(Information supplied begins)
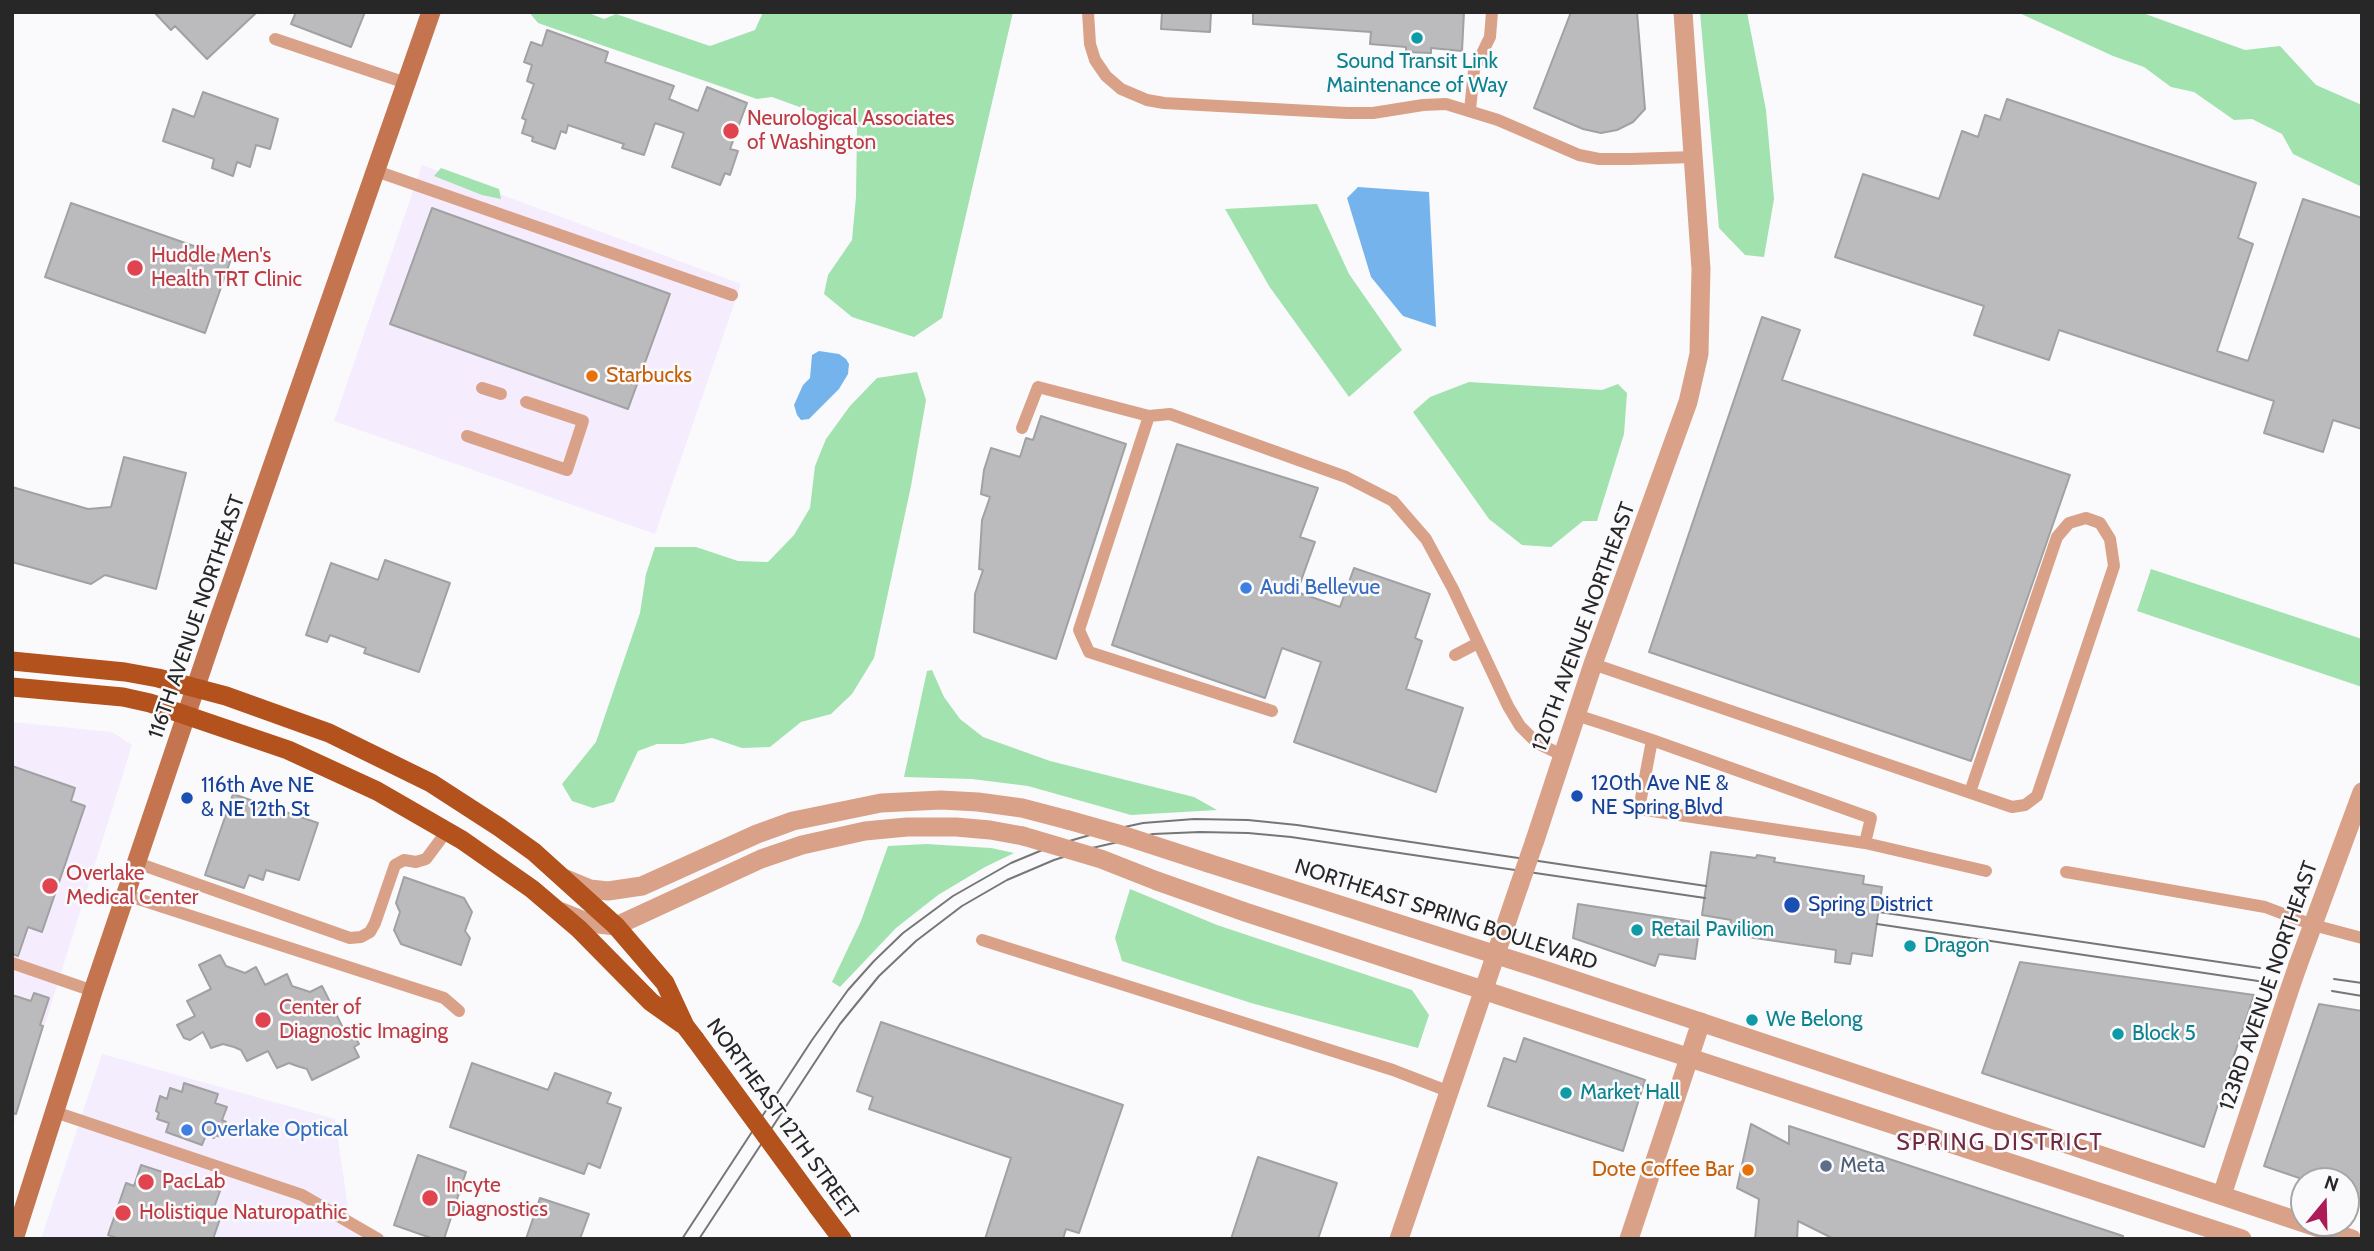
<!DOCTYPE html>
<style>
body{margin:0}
#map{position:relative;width:2374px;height:1251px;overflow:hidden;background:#fafafc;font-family:Cabin,sans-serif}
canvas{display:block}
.frame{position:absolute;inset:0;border:14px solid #272727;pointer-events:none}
.north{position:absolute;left:2290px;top:1167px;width:70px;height:70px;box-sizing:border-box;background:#fafafc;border:2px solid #a6a6a7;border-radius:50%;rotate:19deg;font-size:19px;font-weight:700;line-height:28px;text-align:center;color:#272727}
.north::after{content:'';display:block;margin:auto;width:24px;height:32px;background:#ac1d57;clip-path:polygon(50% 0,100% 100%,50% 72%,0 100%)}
</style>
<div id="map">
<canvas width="2374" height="1251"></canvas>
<div class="frame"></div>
<div class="north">N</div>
</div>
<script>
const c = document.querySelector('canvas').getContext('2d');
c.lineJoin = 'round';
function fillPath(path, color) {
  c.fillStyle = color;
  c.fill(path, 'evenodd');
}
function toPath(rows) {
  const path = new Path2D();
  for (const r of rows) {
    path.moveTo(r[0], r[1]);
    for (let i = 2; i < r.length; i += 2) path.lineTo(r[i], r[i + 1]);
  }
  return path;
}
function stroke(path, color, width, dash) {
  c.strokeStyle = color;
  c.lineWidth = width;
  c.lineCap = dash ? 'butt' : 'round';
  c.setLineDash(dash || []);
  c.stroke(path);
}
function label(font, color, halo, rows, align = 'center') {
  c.font = font + ' Cabin,sans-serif';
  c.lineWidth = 5;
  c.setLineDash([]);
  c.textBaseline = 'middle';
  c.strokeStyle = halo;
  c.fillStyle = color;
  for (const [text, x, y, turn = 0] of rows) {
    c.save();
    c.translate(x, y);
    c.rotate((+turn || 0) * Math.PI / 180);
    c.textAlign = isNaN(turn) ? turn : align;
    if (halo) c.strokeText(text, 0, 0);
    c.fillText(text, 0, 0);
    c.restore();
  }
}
fillPath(toPath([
 [102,1054,335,1119,350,1221,394,1239,41,1239]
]), '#f3edfe');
fillPath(toPath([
 [422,165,741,284,655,534,334,421],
 [12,722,112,732,132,745,12,1130]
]), '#f5ecfd');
fillPath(toPath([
 [529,12,586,12,604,19,616,14,710,46,755,30,763,12,1013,12,942,318,914,337,852,317,824,294,828,275,852,240,856,197,857,128,772,97,757,99,538,23],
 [1700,12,1747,12,1766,110,1774,199,1764,257,1745,255,1719,228],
 [2017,12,2140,12,2245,50,2280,46,2316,85,2362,105,2362,187,2293,154,2282,134,2252,119,2234,120,2194,92,2171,87,2144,67,2113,56],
 [441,168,499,189,501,199,482,195,434,176],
 [1317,204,1349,274,1402,350,1349,397,1269,286,1225,209],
 [917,372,926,400,911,486,874,658,852,694,831,714,801,722,770,747,742,748,712,738,683,744,657,744,638,751,614,802,593,808,572,801,562,784,596,742,640,613,646,574,655,547,696,547,738,561,768,562,794,535,810,508,815,466,826,439,850,406,877,378],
 [1469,382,1602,390,1618,384,1627,393,1624,434,1597,521,1583,521,1551,547,1522,545,1489,519,1413,412,1430,397],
 [2151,569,2362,639,2362,687,2137,611],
 [932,670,944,697,960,719,983,737,1050,761,1194,797,1217,810,1131,815,1028,786,972,779,904,777,927,671],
 [927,844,991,848,1014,853,985,867,938,895,896,928,840,987,832,982,861,921,888,846],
 [1130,889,1217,925,1412,990,1429,1015,1418,1048,1251,1003,1122,961,1115,938]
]), '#a1e2af');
fillPath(toPath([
 [1358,187,1429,192,1436,327,1403,316,1371,277,1347,198],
 [819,351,839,354,846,359,849,364,848,374,839,389,809,419,801,420,797,415,794,405,803,385,810,378,812,355]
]), '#75b3ed');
const building = toPath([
 [154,12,257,12,207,59,175,26,171,30,154,12],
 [296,12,365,12,351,47,291,24,296,12],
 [1162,12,1211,12,1210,32,1161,29,1162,12],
 [1253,12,1464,12,1462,51,1431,48,1431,53,1406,52,1406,47,1370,44,1371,32,1253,24,1253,12],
 [1571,12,1637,12,1645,109,1633,122,1617,130,1601,133,1583,129,1534,108,1571,12],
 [547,30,608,52,605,62,674,86,669,99,698,111,707,87,747,103,730,149,738,151,730,175,725,173,720,185,672,167,684,133,655,123,644,155,622,148,624,144,568,125,566,133,561,131,555,149,532,141,533,137,522,133,526,120,522,118,534,84,527,81,532,65,524,62,531,42,542,46,547,30],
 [203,92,278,119,270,149,256,145,250,167,237,162,233,176,212,168,214,159,163,141,173,109,194,117,203,92],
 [2007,99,2256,183,2238,238,2253,244,2217,351,2248,361,2303,199,2362,218,2362,429,2333,420,2323,452,2264,433,2274,401,2059,330,2049,360,1974,335,1984,306,1835,257,1863,174,1939,199,1962,131,1978,137,1985,115,2000,120,2007,99],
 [71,203,231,259,205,333,45,277,71,203],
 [432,208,670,294,628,409,390,324,432,208],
 [1762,317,1800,330,1782,380,2070,475,1971,761,1649,652,1762,317],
 [1041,416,1126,444,1056,659,974,632,975,594,983,570,979,569,982,520,990,497,981,494,984,470,991,448,1020,457,1026,438,1033,440,1041,416],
 [1177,444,1318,488,1300,537,1315,542,1297,592,1340,607,1354,568,1430,594,1415,638,1422,641,1406,689,1463,708,1436,792,1294,742,1321,662,1282,648,1265,698,1112,645,1177,444],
 [124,457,186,473,156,589,105,575,91,584,12,562,12,487,88,509,111,507,124,457],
 [385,560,450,583,419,672,364,653,366,648,330,635,327,642,306,635,331,563,378,580,385,560],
 [12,766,75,788,71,801,85,806,42,932,28,927,18,956,12,954,12,766],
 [233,794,318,823,299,880,266,870,263,880,249,875,244,888,205,875,233,794],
 [1711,852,1756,858,1757,855,1775,858,1774,862,1864,876,1863,884,1882,887,1872,956,1852,953,1850,964,1835,962,1836,950,1728,934,1731,920,1702,915,1711,852],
 [404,877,464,898,472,912,465,931,470,938,461,965,401,944,394,930,400,912,396,903,404,877],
 [1578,904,1700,923,1695,959,1659,954,1655,966,1573,938,1578,904],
 [220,955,226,966,245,973,256,967,265,985,287,974,292,986,310,992,322,986,346,1034,352,1031,359,1044,354,1047,359,1057,312,1080,307,1069,297,1066,289,1063,277,1068,268,1051,247,1061,241,1050,234,1047,223,1044,211,1048,203,1032,190,1040,184,1038,177,1025,195,1016,187,1001,211,989,199,965,220,955],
 [2020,962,2254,995,2204,1147,1982,1073,2020,962],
 [34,993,49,998,40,1025,43,1026,16,1114,12,1113,12,995,31,1001,34,993],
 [2319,1004,2362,1011,2362,1199,2346,1194,2346,1181,2308,1181,2264,1166,2319,1004],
 [881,1022,1123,1105,1079,1233,1066,1229,1063,1239,985,1239,1011,1158,869,1109,873,1097,857,1091,881,1022],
 [1524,1038,1645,1080,1623,1151,1488,1106,1504,1058,1516,1062,1524,1038],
 [472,1063,548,1090,555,1073,611,1093,607,1103,621,1108,600,1168,588,1163,584,1174,450,1127,472,1063],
 [184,1083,218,1094,215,1103,227,1107,222,1120,226,1122,221,1137,215,1135,214,1138,206,1135,202,1145,166,1132,169,1123,157,1119,159,1113,156,1111,160,1096,167,1099,170,1088,182,1092,184,1083],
 [1751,1124,1789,1144,1789,1126,2123,1236,2123,1239,1834,1239,1798,1221,1797,1239,1755,1239,1759,1199,1737,1188,1751,1124],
 [418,1155,466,1172,444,1239,434,1239,394,1225,418,1155],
 [1258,1157,1337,1183,1318,1239,1231,1239,1258,1157],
 [141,1165,220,1191,212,1213,221,1216,213,1239,120,1239,108,1235,126,1183,134,1186,141,1165],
 [540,1198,589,1214,580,1239,526,1239,540,1198]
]);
fillPath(building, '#bbbbbd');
stroke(building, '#a0a1a2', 2);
stroke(toPath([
 [1088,12,1090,44,1095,60,1106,76,1121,89,1147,100,1164,103,1347,113,1373,113,1423,105,1446,104,1498,120,1579,155,1599,159,1630,159,1694,157],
 [275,39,406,83],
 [1470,110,1474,70,1490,37,1492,12],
 [376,171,732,295],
 [482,388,501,394],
 [1022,428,1038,387,1149,416],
 [467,436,567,470,583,421,526,402],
 [1455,655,1478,643],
 [1593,664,2012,807,2025,805,2037,796,2114,566,2110,539,2100,523,2086,518,2069,523,2057,537,1970,792],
 [1272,711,1089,652,1079,630,1149,416,1170,414,1346,477,1393,501,1426,539,1453,589,1508,706,1520,726,1537,743,1562,755],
 [1576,715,1604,724,1652,740,1871,818,1865,843,1639,809,1652,740],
 [1865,843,1986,871],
 [137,863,350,938,361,937,370,932,375,923,395,865,404,860,416,862,426,859,447,831],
 [2066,872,2265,907,2313,925,2362,938],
 [126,895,444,998,459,1011],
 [982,940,1393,1070,1450,1092],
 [12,963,93,991],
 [55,1112,302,1195,378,1239]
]), '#d9a288', 12);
stroke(toPath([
 [2298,965,2362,792],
 [2222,1195,2288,994],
 [1629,1239,1701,1022]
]), '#d9a288', 19);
stroke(toPath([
 [1535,840,1593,664,1688,402,1699,354,1701,269,1683,12],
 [1208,863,1544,970,2304,1223],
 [566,879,590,889,608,891,642,886,757,834,793,821,881,803,941,800,978,802,1022,808,1068,820],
 [1157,881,1245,912,2242,1239],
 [562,912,589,923,616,926,761,859,802,845,865,831,907,827,956,827,990,830,1023,836],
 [2304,1223,2352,1239],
 [1399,1239,1519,886]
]), '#d9a288', 19);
stroke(toPath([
 [14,1239,93,991,216,627,431,12]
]), '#c4754f', 19);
stroke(toPath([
 [12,661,125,672,158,678,226,696,329,733,431,783,499,827,534,852,616,926,665,983,685,1026,695,1039],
 [12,687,123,697,150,703,288,750,377,791,462,840,532,889,579,929,651,1002,682,1024],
 [818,1207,842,1239]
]), '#b3521c', 19);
stroke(toPath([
 [1879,912,2260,968],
 [1877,924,2258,981],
 [2334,979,2362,983],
 [2332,991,2362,996],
 [682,1239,812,1040,848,990,874,961,903,933,953,896,1011,863,1052,846,1097,833,1143,823,1194,819,1248,820,1297,825,1706,886],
 [699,1239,840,1024,879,976,916,941,962,906,1007,880,1054,860,1092,848,1153,834,1200,832,1248,833,1291,837,1705,898]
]), '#767677', 2);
stroke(toPath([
 [2288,994,2298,965]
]), '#d9a288', 19);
stroke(toPath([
 [1068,820,1125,836,1208,863],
 [1023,836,1101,859,1157,881],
 [1519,886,1535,840]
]), '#d9a288', 19);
stroke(toPath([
 [695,1039,818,1207]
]), '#b3521c', 19);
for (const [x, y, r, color] of [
 [1417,38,7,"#0f9aa8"],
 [731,131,9,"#e0444e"],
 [135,268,9,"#e0444e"],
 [592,376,7,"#e8710a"],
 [1246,588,7,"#3f7fe0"],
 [1577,796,7,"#1a4fb4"],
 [187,798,7,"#1a4fb4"],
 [50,886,9,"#e0444e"],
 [1792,905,9,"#1a4fb4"],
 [1637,930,7,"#0f9aa8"],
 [1910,946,7,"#0f9aa8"],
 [263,1020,9,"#e0444e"],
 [1752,1020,7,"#0f9aa8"],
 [2118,1034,7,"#0f9aa8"],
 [1566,1093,7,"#0f9aa8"],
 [187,1130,7,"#3f7fe0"],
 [1826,1166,7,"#5c6f8a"],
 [1748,1170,7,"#e8710a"],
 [146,1182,9,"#e0444e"],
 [430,1198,9,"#e0444e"],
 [123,1213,9,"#e0444e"]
]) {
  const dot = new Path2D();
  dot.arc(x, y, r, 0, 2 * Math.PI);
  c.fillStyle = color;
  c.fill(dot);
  stroke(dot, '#fafafc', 2.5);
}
label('21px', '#0d838f', '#fafafc', [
 ["Sound Transit Link",1417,62,"center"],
 ["Maintenance of Way",1417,86,"center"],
 ["Retail Pavilion",1651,930],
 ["Dragon",1924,946],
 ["We Belong",1766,1020],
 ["Block 5",2132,1034],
 ["Market Hall",1580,1093]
], 'left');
label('21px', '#be3a42', '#fafafc', [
 ["Neurological Associates",747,119],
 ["of Washington",747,143],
 ["Huddle Men's",151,256],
 ["Health TRT Clinic",151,280],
 ["Overlake",66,874],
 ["Medical Center",66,898],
 ["Center of",279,1008],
 ["Diagnostic Imaging",279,1032],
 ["PacLab",162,1182],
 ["Incyte",446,1186],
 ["Diagnostics",446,1210],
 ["Holistique Naturopathic",139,1213]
], 'left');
label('21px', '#c56008', '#fafafc', [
 ["Starbucks",606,376],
 ["Dote Coffee Bar",1734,1170,"right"]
], 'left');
label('21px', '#366cbe', '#fafafc', [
 ["Audi Bellevue",1260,588],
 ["Overlake Optical",201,1130]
], 'left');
label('21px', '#272727', '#fafafc', [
 ["116TH AVENUE NORTHEAST",197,617,-71],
 ["120TH AVENUE NORTHEAST",1584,627,-70],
 ["NORTHEAST SPRING BOULEVARD",1446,915,18],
 ["123RD AVENUE NORTHEAST",2269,986,-71],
 ["NORTHEAST 12TH STREET",782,1119,54]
]);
label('21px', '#164399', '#fafafc', [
 ["120th Ave NE &",1591,784],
 ["NE Spring Blvd",1591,808],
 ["116th Ave NE",201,786],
 ["& NE 12th St",201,810],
 ["Spring District",1808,905]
], 'left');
label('21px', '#4e5e75', '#fafafc', [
 ["Meta",1840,1166]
], 'left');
c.letterSpacing = '2px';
label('23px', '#6f2a40', '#fafafc', [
 ["SPRING DISTRICT",2000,1143]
]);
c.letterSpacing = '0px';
</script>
(Information supplied ends)
Work item:
Among the records above, repeat exactly the line with "const c = document.querySelector('canvas').getContext('2d');", the line with "c.font = font + ' Cabin,sans-serif';", and every line in between, and only those.

Worked solution:
const c = document.querySelector('canvas').getContext('2d');
c.lineJoin = 'round';
function fillPath(path, color) {
  c.fillStyle = color;
  c.fill(path, 'evenodd');
}
function toPath(rows) {
  const path = new Path2D();
  for (const r of rows) {
    path.moveTo(r[0], r[1]);
    for (let i = 2; i < r.length; i += 2) path.lineTo(r[i], r[i + 1]);
  }
  return path;
}
function stroke(path, color, width, dash) {
  c.strokeStyle = color;
  c.lineWidth = width;
  c.lineCap = dash ? 'butt' : 'round';
  c.setLineDash(dash || []);
  c.stroke(path);
}
function label(font, color, halo, rows, align = 'center') {
  c.font = font + ' Cabin,sans-serif';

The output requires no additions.